#### ENTRIES SHOWN
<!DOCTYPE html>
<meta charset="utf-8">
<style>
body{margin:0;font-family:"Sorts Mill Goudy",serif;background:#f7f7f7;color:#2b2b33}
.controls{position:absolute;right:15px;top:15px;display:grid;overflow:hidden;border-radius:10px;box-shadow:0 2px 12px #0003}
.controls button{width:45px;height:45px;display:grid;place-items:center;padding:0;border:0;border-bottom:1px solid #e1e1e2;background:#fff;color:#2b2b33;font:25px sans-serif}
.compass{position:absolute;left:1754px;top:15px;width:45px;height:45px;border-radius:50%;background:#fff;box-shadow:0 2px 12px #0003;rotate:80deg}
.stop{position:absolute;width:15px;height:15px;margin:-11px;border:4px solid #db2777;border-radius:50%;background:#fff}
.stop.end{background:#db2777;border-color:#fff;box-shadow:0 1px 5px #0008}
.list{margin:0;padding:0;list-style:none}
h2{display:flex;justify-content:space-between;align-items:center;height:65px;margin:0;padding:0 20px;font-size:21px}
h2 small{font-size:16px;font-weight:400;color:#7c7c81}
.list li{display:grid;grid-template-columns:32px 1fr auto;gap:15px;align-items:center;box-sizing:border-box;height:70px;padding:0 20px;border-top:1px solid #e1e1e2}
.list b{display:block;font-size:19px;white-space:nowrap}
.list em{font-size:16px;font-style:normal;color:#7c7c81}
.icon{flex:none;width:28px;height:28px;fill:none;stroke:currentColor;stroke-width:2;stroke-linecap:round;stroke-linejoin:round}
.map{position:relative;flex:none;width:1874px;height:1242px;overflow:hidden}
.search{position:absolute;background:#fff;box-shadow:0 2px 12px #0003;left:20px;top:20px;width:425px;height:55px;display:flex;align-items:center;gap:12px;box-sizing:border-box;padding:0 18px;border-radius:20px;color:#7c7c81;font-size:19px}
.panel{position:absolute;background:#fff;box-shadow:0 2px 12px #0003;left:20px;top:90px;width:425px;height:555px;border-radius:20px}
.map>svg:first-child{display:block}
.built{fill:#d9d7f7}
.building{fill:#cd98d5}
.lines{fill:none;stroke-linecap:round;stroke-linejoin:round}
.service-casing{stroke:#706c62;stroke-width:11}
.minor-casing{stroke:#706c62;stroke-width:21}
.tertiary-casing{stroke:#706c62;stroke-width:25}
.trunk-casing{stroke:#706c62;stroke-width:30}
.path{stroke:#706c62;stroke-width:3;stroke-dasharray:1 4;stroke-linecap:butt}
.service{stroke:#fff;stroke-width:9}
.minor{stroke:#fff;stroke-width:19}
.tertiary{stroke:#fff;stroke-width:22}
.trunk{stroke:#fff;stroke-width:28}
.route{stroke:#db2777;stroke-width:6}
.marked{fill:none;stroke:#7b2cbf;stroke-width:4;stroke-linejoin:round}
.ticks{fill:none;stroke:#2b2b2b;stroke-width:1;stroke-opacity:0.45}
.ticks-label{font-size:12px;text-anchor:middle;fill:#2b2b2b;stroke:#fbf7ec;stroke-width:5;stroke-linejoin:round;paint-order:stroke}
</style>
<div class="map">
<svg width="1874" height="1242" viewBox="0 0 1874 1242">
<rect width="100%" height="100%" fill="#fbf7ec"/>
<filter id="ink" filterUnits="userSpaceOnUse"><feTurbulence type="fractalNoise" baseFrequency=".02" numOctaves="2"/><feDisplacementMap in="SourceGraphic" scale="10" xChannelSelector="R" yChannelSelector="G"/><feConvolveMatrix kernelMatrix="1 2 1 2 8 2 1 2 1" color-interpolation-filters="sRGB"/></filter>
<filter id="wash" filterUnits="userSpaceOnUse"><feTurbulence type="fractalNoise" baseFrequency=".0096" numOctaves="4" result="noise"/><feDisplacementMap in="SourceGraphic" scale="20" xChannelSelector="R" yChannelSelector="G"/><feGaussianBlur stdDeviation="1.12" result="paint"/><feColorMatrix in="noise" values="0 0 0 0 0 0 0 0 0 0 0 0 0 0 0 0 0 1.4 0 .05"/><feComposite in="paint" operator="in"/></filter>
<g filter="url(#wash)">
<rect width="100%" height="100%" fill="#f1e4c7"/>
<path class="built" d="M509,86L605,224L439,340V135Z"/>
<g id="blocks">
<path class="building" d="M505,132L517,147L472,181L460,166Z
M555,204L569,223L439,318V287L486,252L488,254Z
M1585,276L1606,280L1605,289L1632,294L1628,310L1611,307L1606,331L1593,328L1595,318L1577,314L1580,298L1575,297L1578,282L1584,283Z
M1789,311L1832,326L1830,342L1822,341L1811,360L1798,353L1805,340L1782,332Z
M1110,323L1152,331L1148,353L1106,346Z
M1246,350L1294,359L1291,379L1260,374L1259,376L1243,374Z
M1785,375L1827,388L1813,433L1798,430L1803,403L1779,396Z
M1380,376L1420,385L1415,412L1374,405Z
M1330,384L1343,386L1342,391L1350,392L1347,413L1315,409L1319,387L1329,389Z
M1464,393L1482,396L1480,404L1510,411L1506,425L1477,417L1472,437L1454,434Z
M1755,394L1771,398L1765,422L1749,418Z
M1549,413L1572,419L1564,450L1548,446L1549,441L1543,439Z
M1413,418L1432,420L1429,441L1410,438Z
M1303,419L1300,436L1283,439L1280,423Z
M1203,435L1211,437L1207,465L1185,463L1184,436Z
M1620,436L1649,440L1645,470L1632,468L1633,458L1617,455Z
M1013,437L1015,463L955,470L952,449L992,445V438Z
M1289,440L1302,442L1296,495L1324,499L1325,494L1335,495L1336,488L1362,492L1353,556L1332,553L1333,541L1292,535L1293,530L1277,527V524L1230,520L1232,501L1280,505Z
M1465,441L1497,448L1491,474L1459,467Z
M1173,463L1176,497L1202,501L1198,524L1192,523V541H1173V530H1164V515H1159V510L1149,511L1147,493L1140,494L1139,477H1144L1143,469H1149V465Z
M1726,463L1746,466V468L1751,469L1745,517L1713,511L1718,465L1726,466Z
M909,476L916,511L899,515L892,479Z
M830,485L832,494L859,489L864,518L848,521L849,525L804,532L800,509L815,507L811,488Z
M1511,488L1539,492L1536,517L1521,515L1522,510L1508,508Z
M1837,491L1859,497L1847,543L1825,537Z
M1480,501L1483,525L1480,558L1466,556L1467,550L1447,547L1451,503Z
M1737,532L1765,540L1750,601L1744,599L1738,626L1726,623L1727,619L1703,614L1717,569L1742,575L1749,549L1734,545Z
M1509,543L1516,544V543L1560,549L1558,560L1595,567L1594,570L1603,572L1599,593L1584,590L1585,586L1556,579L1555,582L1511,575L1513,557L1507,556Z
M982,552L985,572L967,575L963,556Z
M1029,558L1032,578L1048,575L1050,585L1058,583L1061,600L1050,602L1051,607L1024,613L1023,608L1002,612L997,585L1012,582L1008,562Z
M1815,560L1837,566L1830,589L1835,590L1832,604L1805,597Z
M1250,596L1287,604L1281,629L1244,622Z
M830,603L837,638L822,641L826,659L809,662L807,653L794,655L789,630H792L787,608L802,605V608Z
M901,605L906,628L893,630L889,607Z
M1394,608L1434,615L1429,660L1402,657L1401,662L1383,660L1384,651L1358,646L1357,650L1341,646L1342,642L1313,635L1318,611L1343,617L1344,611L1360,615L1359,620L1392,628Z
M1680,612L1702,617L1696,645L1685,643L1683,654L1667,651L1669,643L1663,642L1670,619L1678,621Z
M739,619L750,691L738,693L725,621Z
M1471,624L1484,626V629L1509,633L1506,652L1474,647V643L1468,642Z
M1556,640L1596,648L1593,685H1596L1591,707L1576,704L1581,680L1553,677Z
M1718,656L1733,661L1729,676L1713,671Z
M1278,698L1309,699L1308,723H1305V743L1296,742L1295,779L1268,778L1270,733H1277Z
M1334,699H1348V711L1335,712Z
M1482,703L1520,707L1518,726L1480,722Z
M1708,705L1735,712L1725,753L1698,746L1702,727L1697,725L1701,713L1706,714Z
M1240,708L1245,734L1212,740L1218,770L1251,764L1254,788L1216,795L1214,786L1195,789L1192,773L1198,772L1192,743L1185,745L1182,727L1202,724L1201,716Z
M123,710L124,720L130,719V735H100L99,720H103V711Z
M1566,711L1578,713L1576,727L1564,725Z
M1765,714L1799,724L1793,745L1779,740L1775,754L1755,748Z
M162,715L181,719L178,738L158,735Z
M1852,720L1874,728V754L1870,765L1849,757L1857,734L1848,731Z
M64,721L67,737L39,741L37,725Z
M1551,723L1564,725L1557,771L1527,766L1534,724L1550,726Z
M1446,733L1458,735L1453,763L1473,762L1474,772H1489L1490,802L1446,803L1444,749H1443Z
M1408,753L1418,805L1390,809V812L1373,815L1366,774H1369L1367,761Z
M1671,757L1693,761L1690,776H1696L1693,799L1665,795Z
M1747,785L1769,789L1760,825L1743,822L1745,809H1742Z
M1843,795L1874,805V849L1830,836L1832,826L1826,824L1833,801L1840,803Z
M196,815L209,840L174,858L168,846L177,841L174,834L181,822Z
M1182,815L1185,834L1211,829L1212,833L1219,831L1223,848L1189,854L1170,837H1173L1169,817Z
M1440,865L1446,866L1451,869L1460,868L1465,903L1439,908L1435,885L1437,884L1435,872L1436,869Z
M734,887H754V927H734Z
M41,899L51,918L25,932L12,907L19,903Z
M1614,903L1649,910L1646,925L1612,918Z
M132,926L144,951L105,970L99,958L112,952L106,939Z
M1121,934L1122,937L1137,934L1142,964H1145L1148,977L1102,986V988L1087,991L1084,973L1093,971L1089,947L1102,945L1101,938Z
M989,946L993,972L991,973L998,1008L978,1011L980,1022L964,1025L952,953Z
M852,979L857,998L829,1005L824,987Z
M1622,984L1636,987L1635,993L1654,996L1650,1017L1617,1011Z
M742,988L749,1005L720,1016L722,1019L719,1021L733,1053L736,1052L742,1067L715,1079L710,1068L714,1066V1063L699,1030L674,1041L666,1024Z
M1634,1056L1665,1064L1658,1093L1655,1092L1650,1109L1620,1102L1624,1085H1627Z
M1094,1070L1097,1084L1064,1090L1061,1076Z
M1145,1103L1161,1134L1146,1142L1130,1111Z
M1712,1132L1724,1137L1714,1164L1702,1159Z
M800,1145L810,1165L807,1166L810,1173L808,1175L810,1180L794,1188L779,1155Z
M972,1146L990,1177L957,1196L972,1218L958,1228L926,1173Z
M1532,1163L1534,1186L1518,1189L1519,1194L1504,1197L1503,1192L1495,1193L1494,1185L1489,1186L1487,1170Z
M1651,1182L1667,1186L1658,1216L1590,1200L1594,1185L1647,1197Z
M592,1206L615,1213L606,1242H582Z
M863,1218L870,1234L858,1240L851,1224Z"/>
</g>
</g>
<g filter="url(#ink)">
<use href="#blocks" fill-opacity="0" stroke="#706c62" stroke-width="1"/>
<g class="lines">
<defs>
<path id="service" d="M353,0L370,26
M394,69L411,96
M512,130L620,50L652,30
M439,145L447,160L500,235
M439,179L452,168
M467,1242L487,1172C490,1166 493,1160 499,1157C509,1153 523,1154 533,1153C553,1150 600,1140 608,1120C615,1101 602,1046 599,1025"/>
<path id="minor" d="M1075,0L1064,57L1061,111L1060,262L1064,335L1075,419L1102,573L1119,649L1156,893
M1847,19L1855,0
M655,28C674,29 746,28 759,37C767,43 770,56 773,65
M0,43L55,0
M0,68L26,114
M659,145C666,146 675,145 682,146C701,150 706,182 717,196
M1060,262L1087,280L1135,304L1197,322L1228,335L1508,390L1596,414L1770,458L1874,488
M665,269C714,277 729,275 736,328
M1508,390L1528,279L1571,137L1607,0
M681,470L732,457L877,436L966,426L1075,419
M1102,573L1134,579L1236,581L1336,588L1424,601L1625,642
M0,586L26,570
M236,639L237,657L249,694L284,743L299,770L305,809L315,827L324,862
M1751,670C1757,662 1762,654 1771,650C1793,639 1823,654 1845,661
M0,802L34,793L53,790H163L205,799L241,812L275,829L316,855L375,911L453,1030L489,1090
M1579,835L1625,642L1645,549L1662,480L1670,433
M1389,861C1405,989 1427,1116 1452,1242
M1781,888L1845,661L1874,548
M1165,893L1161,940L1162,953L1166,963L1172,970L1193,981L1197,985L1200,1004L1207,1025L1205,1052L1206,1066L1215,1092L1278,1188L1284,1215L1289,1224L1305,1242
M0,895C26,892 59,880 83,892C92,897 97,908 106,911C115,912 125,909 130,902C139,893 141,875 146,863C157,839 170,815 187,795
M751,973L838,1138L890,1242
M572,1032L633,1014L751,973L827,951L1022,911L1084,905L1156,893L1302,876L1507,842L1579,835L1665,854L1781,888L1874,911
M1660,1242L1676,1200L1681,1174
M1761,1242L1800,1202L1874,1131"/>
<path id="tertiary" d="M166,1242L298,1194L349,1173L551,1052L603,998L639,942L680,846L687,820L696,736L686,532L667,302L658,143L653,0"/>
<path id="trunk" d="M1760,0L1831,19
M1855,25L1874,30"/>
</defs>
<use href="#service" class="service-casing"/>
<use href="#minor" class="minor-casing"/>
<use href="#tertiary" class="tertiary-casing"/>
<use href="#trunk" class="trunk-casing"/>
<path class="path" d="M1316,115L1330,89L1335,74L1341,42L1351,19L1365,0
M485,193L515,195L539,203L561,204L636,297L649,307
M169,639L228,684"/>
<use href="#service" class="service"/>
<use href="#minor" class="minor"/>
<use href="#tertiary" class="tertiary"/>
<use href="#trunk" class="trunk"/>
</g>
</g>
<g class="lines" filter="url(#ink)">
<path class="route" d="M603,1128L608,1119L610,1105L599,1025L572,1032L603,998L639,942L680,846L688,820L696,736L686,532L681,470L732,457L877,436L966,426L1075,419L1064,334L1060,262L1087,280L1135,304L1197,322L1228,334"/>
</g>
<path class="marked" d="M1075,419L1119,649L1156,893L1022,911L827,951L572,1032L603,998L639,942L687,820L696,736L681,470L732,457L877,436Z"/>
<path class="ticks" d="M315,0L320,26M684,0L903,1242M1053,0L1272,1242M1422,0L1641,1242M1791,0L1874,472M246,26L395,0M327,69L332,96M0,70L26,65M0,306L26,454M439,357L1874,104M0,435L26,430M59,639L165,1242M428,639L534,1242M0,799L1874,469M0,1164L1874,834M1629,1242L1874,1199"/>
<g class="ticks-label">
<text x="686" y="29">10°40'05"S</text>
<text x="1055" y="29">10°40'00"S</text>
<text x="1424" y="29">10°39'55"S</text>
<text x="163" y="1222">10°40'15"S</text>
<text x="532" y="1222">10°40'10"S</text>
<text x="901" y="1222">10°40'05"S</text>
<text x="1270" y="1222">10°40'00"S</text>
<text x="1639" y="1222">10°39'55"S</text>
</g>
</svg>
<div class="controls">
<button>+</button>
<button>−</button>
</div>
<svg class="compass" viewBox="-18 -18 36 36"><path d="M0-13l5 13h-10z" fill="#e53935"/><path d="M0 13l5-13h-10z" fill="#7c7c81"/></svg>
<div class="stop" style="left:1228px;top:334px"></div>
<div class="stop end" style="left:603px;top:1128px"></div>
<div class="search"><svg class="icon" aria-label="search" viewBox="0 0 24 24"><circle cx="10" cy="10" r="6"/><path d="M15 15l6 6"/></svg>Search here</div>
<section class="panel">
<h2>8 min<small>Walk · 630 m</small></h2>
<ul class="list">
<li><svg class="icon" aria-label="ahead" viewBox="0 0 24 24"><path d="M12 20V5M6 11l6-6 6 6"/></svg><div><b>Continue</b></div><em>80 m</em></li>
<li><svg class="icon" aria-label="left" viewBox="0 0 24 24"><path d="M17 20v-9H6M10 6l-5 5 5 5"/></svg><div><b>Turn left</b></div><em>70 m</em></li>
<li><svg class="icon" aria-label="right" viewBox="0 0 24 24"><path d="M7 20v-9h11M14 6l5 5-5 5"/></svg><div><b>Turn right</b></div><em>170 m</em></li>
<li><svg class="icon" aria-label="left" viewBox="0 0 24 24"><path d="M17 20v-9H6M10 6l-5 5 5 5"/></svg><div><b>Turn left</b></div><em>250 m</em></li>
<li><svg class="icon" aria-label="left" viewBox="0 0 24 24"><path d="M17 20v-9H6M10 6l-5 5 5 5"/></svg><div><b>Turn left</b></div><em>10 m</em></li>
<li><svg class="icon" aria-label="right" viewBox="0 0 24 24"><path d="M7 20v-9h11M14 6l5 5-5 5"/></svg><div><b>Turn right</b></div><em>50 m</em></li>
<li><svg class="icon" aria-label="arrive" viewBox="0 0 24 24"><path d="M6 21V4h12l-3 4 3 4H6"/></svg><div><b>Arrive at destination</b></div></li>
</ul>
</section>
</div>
########
WORK REQUEST — Scan the listing for the string "xChannelSelector", then copy every line where it appears.

EXERCISE OUTPUT —
<filter id="ink" filterUnits="userSpaceOnUse"><feTurbulence type="fractalNoise" baseFrequency=".02" numOctaves="2"/><feDisplacementMap in="SourceGraphic" scale="10" xChannelSelector="R" yChannelSelector="G"/><feConvolveMatrix kernelMatrix="1 2 1 2 8 2 1 2 1" color-interpolation-filters="sRGB"/></filter>
<filter id="wash" filterUnits="userSpaceOnUse"><feTurbulence type="fractalNoise" baseFrequency=".0096" numOctaves="4" result="noise"/><feDisplacementMap in="SourceGraphic" scale="20" xChannelSelector="R" yChannelSelector="G"/><feGaussianBlur stdDeviation="1.12" result="paint"/><feColorMatrix in="noise" values="0 0 0 0 0 0 0 0 0 0 0 0 0 0 0 0 0 1.4 0 .05"/><feComposite in="paint" operator="in"/></filter>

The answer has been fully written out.